More than 9 million Americans have been diagnosed with gout, an inflammatory form of arthritis that often causes sudden pain in the big toe (as well as other joints) thanks to a buildup of uric acid crystals. Although not everyone who has a gout attack will experience future episodes, many patients do — especially if the levels of uric acid in their bloodstream remain elevated.
To prevent future gout attacks, as well as additional pain and potential disability, doctors sometimes recommend taking a prophylactic medication to people with gout to keep uric acid levels low.

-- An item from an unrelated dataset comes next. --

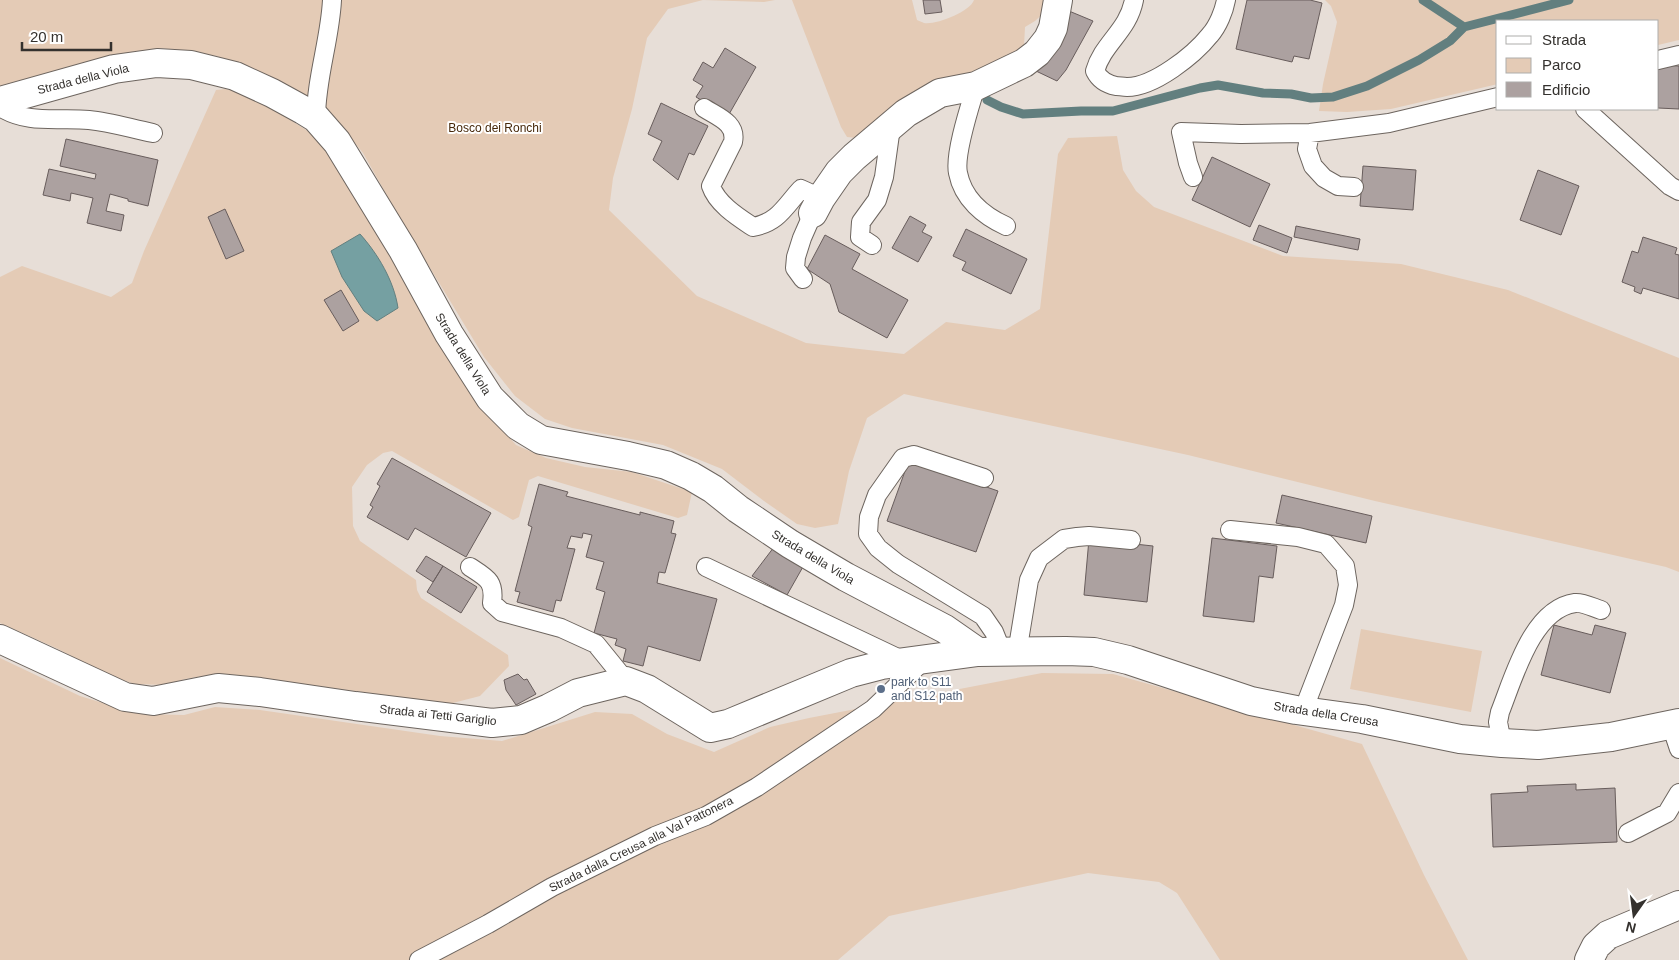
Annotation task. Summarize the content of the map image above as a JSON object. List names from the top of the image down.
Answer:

Yet only about one-third of gout patients are using this type of treatment, according to a new study published in the journal Arthritis & Rheumatology.
The study, which included data on nearly 5,500 participants in the National Health and Nutrition Examination Study (NHANES), determined that gout rates have leveled off and remained stable over the past decade. (Earlier, from the 1960s to 1990s, U.S. gout rates more than doubled. They continued rising until 2007-2008 and seem to have leveled off around the same time that obesity rates began to plateau.)
That might sound like good news, but high levels of uric acid (hyperuricemia) have also remained stable. If more patients were treated with uric acid-lowering medication, the percent of people with hyperuricemia should have decreased.
How much of a problem is this? It depends who you ask and what a patient’s individual risk factors are. While uric acid-lowering drugs like allopurinol (Zyloprim or Aloprim), febuxostat (Uloric), and probenecid (Benemid) can prevent gout from worsening, they also have the potential to cause side effects — some of which may be quite serious.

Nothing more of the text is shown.